Kyros was ported to a handful of home computers, although the name was changed to Desolator. Sega seems to have been involved in this effort as a publisher, which indicates they may have been the publisher or distributor of the arcade version in Europe, though none of the current ROM sets in MAME support this. It would make sense though, as Sega distributed many of ADK’s earlier games.
The Atari ST version is the best looking of the bunch, but plays very slowly. It has its own unique title theme, but no music is played during the game. The Commodore 64 version has a pace similar to the arcade version, though it feels slightly sloppy and the hit detection doesn’t quite seem to work. It too has its own original music, both on the title screen and in-game.
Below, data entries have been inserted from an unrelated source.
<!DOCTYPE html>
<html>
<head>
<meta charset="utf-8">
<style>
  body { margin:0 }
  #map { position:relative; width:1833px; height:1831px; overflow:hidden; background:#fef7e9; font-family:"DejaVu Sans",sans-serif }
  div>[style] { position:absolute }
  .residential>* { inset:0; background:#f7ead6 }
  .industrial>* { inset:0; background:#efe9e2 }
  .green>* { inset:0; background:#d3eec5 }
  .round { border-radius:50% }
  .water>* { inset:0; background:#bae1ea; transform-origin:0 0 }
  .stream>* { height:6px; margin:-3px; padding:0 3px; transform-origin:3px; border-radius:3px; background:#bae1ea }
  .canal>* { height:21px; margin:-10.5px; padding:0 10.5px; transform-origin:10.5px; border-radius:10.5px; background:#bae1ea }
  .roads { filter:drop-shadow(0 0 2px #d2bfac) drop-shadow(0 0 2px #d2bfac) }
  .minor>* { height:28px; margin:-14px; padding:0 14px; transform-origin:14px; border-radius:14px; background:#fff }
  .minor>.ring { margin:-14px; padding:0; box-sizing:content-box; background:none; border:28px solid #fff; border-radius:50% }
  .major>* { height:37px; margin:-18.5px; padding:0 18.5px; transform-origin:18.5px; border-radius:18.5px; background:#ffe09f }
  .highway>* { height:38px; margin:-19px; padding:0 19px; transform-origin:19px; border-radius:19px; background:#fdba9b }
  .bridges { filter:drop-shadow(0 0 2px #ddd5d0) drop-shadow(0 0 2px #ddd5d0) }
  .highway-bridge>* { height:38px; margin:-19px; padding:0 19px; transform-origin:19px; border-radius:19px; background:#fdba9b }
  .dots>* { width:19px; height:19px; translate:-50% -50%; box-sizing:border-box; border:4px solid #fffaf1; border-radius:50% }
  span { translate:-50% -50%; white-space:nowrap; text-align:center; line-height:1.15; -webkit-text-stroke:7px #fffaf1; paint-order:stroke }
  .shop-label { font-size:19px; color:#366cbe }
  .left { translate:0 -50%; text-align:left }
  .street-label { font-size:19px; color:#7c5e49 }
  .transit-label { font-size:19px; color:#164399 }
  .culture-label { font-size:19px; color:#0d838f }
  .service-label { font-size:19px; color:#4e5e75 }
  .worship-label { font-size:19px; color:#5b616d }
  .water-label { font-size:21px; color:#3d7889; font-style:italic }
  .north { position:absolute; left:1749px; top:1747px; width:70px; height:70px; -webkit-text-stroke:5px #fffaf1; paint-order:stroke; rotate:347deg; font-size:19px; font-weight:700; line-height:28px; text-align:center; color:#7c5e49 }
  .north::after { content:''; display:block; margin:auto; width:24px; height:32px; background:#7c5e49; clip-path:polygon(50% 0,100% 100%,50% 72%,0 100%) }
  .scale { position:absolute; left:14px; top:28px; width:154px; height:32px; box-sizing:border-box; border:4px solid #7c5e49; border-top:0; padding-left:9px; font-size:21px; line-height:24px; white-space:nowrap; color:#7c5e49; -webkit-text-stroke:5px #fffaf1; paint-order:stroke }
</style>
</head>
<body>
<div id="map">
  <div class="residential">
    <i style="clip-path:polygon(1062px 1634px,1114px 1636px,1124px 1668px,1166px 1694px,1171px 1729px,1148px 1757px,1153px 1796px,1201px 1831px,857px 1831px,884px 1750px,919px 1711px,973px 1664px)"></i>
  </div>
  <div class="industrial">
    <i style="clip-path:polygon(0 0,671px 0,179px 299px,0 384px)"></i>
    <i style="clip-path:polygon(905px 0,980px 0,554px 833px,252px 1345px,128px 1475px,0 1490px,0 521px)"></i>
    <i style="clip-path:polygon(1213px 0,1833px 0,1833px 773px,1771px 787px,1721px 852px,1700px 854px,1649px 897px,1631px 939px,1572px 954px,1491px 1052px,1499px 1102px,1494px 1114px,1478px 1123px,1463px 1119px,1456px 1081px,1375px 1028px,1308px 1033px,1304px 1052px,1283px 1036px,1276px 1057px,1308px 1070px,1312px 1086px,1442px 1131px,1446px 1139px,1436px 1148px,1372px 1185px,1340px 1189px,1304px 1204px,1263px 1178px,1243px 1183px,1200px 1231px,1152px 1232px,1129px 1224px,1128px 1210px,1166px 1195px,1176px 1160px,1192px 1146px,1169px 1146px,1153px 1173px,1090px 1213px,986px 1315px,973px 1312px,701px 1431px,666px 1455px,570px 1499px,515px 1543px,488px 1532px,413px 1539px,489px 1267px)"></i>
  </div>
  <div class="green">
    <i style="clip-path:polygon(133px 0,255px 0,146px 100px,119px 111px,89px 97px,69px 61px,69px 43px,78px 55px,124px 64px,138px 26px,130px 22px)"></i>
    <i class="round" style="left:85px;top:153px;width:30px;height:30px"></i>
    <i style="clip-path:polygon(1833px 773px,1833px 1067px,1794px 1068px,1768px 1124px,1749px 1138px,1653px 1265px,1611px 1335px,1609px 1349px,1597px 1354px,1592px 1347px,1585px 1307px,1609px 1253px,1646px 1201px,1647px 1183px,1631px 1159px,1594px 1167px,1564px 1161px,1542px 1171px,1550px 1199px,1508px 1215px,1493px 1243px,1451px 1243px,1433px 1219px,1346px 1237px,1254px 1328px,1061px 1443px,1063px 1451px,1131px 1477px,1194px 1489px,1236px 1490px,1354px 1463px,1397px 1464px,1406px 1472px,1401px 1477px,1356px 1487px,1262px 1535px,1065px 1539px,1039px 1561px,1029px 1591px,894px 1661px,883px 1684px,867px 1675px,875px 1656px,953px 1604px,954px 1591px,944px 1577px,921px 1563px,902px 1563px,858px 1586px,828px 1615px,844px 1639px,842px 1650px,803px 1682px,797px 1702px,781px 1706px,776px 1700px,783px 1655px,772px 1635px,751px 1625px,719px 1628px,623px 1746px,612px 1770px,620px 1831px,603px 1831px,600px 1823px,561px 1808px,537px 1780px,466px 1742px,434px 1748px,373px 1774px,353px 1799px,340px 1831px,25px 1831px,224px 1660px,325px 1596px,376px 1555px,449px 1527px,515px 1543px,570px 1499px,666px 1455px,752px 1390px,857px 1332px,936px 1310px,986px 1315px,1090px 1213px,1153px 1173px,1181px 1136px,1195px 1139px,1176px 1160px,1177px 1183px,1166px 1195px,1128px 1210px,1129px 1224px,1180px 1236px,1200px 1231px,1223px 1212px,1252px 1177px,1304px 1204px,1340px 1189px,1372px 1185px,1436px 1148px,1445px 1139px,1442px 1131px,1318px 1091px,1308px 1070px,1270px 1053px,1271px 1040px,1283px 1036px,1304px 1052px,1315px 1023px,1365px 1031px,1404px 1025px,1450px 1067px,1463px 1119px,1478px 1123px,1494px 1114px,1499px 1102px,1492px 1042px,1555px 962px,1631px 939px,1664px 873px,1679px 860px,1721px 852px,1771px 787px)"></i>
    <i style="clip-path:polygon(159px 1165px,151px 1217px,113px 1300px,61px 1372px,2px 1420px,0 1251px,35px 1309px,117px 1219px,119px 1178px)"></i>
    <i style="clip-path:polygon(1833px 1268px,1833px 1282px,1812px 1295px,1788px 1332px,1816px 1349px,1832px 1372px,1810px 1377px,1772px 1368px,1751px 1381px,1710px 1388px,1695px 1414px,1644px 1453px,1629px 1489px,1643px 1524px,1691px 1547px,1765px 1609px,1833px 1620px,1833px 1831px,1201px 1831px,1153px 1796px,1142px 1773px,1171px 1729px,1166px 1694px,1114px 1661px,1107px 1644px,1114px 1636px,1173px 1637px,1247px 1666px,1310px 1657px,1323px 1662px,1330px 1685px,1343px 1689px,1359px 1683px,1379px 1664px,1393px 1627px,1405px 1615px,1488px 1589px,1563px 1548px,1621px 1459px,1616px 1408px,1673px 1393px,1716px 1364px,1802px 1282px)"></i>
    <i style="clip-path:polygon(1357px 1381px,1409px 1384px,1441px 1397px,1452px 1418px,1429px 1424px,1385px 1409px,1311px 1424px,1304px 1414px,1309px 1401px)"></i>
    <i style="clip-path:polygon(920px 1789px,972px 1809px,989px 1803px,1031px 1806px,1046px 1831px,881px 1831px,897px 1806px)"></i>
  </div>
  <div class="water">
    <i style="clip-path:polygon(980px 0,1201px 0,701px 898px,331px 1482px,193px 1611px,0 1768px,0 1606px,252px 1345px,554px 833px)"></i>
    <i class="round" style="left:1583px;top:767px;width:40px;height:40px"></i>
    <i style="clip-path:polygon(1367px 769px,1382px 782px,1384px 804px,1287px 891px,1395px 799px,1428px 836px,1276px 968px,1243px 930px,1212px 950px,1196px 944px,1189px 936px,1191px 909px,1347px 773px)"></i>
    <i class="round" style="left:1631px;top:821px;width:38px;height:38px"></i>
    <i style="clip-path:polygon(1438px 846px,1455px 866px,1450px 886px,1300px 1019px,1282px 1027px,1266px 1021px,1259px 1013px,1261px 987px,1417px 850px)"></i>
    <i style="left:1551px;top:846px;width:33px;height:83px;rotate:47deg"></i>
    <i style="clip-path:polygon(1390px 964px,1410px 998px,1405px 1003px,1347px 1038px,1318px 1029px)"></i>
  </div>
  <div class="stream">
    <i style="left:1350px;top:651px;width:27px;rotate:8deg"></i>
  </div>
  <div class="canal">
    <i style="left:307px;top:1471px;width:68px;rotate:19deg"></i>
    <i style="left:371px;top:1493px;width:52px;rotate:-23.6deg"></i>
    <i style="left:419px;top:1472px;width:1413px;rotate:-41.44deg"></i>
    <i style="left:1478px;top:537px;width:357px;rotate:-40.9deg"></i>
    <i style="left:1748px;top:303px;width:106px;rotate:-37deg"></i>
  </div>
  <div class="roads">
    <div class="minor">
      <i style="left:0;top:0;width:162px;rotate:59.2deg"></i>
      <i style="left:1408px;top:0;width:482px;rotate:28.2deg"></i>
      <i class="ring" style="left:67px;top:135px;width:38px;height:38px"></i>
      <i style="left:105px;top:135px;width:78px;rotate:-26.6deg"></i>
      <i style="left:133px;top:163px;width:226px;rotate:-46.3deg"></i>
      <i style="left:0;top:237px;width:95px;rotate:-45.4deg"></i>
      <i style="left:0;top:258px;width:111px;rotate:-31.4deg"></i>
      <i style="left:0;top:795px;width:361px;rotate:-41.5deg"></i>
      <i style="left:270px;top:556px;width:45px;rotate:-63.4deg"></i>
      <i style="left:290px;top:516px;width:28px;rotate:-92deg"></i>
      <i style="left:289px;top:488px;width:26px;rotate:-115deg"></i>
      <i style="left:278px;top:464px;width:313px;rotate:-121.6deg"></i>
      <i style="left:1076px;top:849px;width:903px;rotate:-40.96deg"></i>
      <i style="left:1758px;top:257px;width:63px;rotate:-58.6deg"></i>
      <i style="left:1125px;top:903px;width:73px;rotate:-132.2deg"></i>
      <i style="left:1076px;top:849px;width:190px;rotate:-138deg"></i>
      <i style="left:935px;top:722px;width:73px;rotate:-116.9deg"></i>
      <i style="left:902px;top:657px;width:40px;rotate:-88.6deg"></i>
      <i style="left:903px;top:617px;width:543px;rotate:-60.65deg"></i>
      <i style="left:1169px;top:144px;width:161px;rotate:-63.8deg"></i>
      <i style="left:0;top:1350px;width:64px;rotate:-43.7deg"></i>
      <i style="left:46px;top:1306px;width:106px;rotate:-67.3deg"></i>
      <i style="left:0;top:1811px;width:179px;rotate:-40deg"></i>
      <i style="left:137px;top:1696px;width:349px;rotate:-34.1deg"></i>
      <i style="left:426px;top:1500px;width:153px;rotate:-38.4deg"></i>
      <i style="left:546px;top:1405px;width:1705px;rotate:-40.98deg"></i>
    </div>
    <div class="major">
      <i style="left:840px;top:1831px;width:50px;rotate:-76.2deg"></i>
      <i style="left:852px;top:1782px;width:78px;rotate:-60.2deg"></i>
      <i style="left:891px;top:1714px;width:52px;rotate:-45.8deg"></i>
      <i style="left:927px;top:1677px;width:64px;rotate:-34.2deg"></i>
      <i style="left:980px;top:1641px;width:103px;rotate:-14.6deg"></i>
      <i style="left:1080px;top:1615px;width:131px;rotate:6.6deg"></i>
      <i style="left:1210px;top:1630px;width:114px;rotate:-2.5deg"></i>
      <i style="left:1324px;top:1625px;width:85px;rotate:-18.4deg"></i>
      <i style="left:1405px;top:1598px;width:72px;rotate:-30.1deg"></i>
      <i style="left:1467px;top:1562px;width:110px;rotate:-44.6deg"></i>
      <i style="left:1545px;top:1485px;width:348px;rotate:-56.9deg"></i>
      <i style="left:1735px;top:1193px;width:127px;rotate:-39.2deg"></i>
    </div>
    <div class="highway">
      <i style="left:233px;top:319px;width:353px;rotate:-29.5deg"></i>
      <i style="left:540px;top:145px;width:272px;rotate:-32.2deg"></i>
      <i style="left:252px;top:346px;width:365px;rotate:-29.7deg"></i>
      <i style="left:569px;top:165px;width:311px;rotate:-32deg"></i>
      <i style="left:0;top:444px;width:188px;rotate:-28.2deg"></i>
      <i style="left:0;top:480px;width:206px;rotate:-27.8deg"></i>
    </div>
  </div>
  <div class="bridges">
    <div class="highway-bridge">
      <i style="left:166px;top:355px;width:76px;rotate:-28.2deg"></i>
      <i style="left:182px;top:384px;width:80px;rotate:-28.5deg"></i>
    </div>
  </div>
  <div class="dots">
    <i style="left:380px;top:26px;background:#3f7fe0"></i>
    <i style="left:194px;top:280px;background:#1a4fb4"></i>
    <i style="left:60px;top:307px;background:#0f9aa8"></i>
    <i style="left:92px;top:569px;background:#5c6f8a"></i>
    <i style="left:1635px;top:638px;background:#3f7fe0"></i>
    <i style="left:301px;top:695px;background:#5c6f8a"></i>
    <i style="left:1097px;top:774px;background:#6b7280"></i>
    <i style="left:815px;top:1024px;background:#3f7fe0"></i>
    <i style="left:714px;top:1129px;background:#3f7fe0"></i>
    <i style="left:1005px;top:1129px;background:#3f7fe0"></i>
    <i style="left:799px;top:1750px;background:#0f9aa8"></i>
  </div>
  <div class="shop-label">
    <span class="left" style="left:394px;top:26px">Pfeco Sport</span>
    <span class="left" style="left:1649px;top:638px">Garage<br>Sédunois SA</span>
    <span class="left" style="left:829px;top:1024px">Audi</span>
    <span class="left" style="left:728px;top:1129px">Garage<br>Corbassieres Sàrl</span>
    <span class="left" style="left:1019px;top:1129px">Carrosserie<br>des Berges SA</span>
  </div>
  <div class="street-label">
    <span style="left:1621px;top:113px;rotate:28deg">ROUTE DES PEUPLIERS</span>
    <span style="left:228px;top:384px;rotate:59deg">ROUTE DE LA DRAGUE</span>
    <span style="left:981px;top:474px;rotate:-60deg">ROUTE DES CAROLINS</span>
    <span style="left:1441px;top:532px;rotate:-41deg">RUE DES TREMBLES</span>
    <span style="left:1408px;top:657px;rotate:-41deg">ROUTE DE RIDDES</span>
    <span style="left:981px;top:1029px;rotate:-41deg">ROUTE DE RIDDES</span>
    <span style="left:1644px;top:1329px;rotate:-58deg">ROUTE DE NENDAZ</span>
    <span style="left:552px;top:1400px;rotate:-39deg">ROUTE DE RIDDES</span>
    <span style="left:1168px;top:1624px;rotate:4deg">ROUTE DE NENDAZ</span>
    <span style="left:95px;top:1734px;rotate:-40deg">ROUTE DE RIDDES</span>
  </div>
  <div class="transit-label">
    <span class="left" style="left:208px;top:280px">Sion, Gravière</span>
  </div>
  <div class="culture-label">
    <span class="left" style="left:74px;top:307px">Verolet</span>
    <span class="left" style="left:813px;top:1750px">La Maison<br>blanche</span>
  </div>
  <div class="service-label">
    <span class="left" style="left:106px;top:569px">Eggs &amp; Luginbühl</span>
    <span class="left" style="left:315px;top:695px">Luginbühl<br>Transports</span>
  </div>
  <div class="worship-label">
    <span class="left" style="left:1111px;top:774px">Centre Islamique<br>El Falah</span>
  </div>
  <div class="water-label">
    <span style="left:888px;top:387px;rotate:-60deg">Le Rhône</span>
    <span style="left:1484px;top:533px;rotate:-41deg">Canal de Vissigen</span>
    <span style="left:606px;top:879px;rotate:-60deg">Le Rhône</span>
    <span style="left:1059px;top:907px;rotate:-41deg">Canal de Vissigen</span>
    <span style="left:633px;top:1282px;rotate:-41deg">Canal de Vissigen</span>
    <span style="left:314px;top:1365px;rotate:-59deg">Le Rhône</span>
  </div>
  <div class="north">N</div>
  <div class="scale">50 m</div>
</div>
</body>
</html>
The Amstrad and Spectrum versions have sidebars on the left side of the screen, to more closer replicate the display ratio of the arcade version. The Amstrad port looks better than the Commodore 64 version, at least, though the Spectrum port is addled with bad coloring. None of these ports really replicate the aspects that make the arcade release.
The Japanese title is Kyros no Yakata, which means “Halls of Kyros”. Kyros is the name of the vampire who happens to own the mansion you’re infiltrating. The advertisements for the computer version proclaim the game as a port of “The Halls of Kairos”, even though in-game text refers to it as “The Halls of Kyros”.